[[ Dataset open ]]
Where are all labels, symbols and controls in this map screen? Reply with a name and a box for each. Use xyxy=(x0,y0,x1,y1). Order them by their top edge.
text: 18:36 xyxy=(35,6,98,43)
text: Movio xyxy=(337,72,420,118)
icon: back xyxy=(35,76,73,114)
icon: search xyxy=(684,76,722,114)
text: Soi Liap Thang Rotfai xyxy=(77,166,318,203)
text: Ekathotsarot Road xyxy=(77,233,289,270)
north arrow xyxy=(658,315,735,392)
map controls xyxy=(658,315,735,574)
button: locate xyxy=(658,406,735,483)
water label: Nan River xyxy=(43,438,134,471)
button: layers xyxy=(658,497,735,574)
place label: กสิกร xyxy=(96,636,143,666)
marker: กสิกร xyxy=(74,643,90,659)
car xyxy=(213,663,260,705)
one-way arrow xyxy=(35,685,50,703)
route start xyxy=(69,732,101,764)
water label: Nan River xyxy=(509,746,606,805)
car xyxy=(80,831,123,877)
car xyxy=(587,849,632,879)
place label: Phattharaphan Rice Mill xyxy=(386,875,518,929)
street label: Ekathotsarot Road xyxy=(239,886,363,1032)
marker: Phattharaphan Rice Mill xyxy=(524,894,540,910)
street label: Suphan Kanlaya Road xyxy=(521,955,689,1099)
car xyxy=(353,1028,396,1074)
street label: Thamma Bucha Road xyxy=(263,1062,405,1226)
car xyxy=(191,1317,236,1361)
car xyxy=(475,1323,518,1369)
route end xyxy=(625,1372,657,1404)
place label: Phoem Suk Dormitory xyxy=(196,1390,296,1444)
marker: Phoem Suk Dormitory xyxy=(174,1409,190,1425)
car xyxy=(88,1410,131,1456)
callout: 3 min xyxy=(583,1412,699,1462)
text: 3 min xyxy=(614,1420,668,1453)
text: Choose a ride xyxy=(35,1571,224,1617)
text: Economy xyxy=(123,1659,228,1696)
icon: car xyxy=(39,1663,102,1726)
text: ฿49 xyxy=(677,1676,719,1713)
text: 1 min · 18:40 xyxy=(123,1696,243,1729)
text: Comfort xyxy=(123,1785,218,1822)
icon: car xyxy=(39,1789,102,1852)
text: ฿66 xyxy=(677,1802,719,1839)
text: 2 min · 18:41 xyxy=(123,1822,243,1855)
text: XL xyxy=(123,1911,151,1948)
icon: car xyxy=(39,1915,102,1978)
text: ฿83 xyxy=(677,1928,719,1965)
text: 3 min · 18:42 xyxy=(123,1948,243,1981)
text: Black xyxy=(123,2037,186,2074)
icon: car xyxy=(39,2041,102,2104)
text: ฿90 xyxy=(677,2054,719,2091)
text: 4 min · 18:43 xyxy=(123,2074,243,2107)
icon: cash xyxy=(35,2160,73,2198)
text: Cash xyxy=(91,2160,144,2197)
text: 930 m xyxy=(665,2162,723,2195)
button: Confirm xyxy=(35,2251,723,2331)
[[ Dataset closed ]]
[[ Dataset open ]]
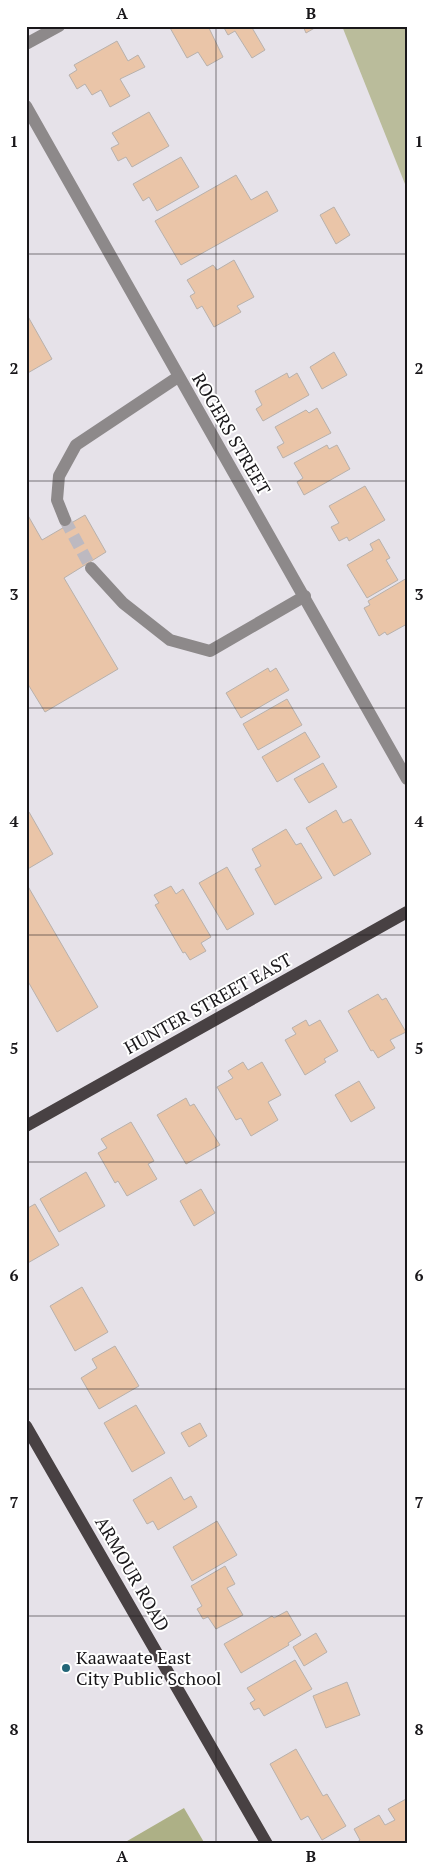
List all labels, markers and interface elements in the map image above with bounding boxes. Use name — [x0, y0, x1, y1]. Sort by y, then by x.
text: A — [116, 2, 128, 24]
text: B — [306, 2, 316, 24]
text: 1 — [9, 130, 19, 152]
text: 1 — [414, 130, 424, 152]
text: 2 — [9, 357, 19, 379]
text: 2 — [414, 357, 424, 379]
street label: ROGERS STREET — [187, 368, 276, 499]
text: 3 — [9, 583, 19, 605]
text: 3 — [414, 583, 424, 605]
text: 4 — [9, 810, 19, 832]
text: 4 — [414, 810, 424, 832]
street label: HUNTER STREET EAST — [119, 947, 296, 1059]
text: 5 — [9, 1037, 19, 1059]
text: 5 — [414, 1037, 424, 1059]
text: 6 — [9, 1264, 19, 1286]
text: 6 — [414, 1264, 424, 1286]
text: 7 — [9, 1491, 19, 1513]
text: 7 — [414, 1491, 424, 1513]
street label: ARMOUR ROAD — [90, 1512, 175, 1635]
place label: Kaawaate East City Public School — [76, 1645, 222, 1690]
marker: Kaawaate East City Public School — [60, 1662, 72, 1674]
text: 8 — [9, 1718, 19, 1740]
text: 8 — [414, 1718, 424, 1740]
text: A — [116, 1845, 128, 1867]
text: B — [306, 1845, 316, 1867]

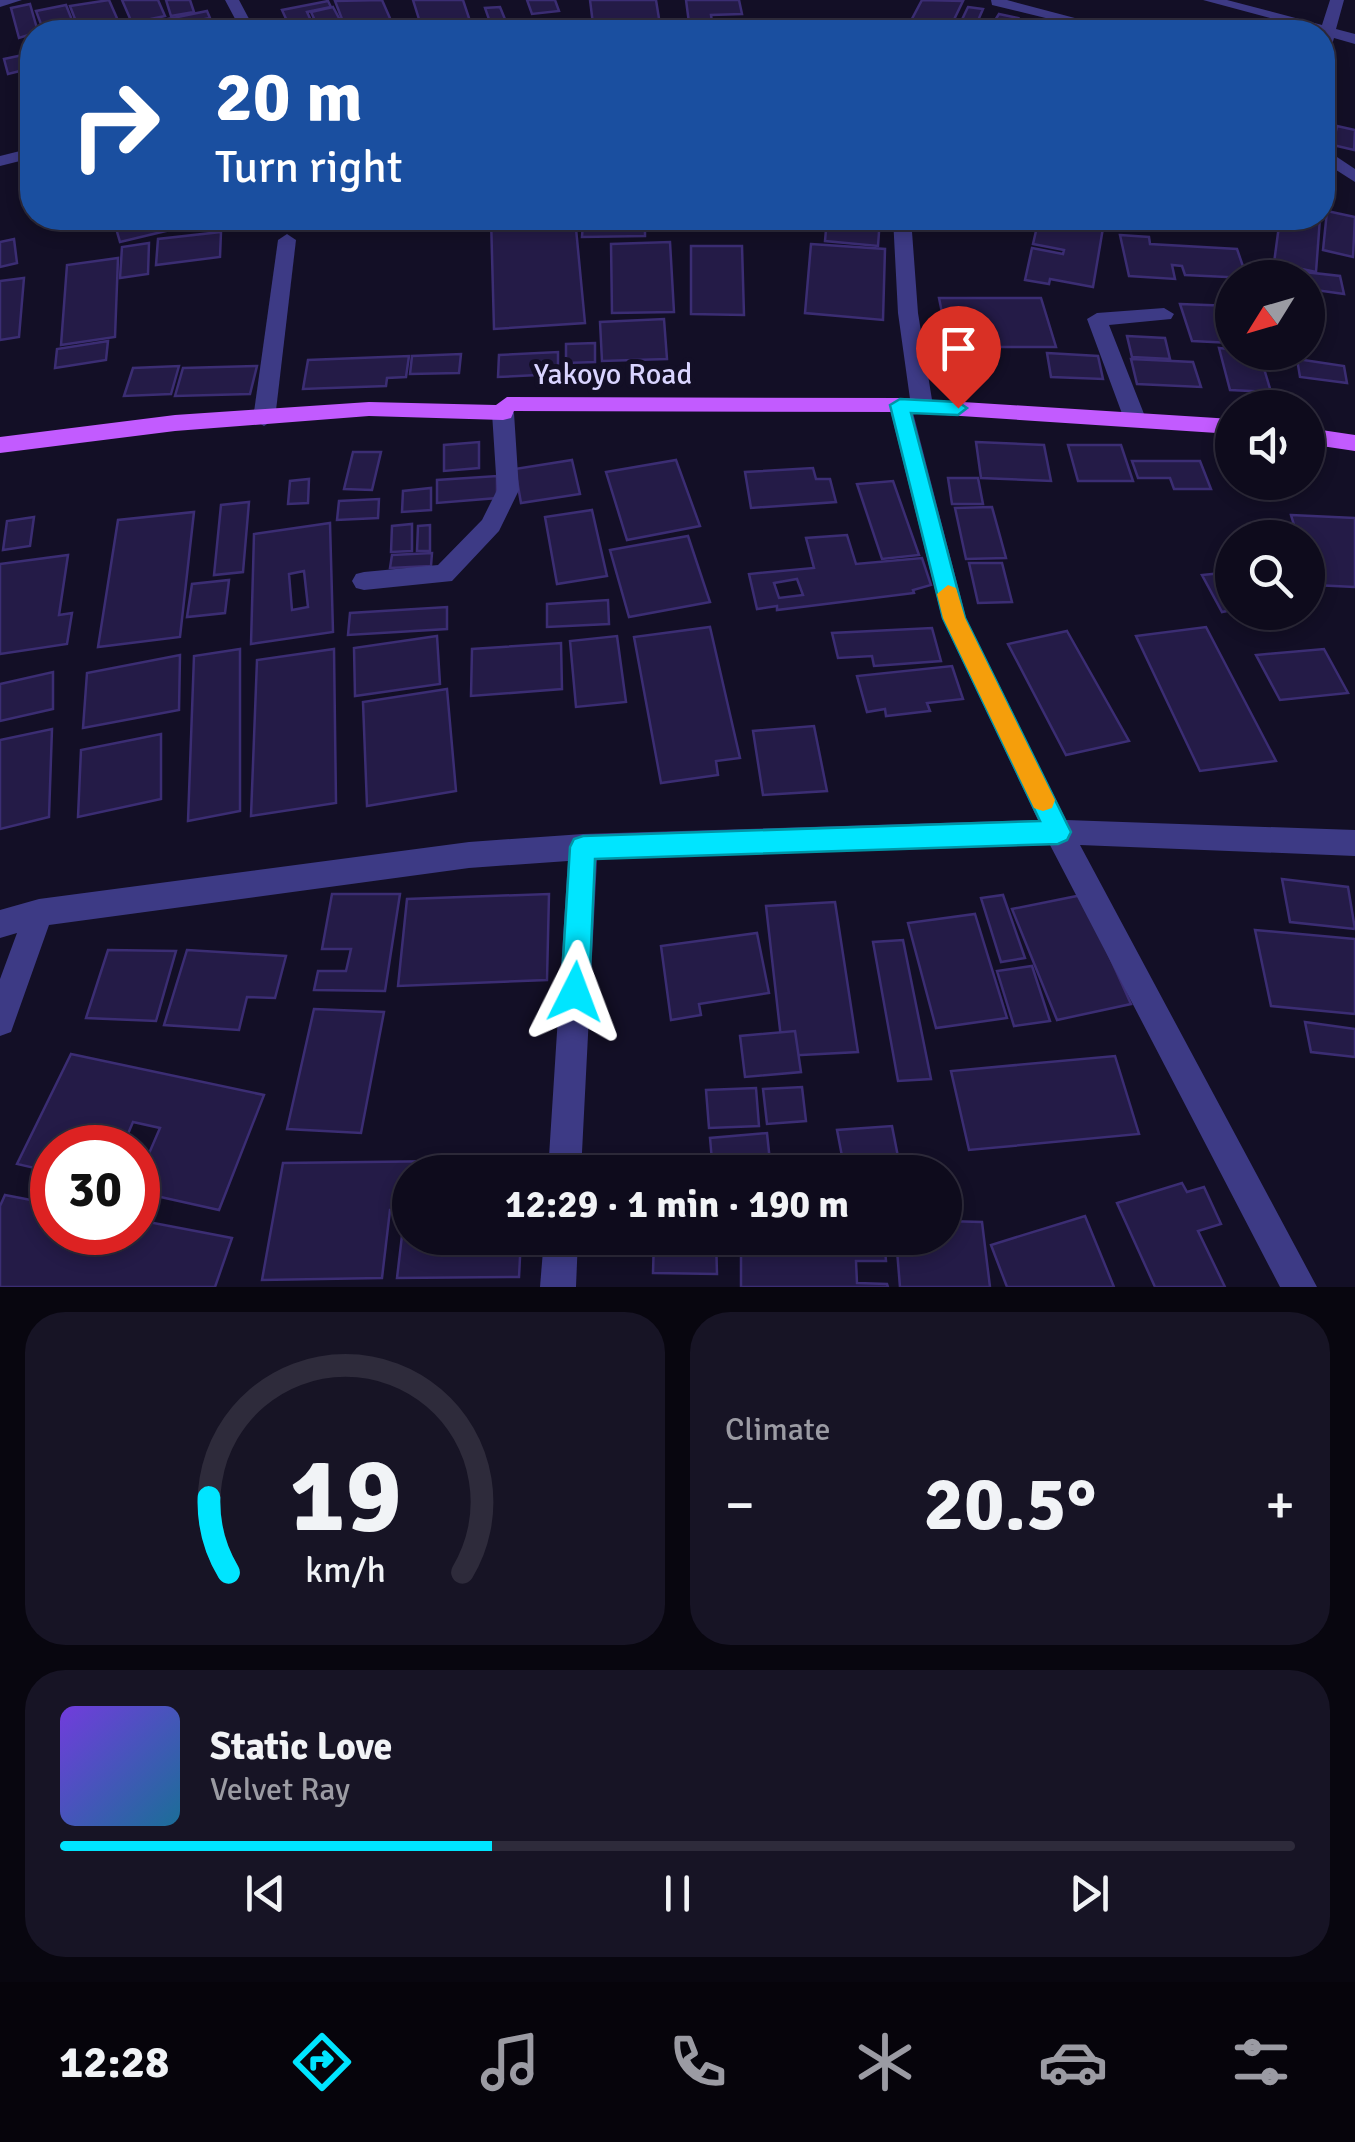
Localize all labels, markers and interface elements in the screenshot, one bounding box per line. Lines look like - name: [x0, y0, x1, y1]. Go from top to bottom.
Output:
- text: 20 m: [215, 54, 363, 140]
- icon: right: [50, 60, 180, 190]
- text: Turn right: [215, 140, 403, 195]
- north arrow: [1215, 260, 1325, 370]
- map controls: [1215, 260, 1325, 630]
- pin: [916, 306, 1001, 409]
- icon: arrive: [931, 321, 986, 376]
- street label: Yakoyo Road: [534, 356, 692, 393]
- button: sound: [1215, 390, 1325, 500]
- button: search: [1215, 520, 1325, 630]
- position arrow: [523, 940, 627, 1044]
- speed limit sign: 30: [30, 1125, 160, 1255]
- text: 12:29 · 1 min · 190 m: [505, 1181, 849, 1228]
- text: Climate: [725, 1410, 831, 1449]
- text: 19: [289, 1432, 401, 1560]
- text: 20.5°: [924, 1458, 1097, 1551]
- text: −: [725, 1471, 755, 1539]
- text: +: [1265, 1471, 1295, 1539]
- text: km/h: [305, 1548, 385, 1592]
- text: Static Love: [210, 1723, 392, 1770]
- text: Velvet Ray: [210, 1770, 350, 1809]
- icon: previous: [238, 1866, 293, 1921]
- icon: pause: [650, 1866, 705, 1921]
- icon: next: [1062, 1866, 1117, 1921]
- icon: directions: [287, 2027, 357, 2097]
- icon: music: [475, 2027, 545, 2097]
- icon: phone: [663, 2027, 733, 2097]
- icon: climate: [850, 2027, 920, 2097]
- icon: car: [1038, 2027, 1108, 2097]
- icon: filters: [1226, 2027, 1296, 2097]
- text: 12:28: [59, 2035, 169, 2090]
[[ Dataset closed ]]
What is being asked:
Your answer should consist of the lines above that hold the word "right", copied exactly.

Answer box:
- icon: right: [50, 60, 180, 190]
- text: Turn right: [215, 140, 403, 195]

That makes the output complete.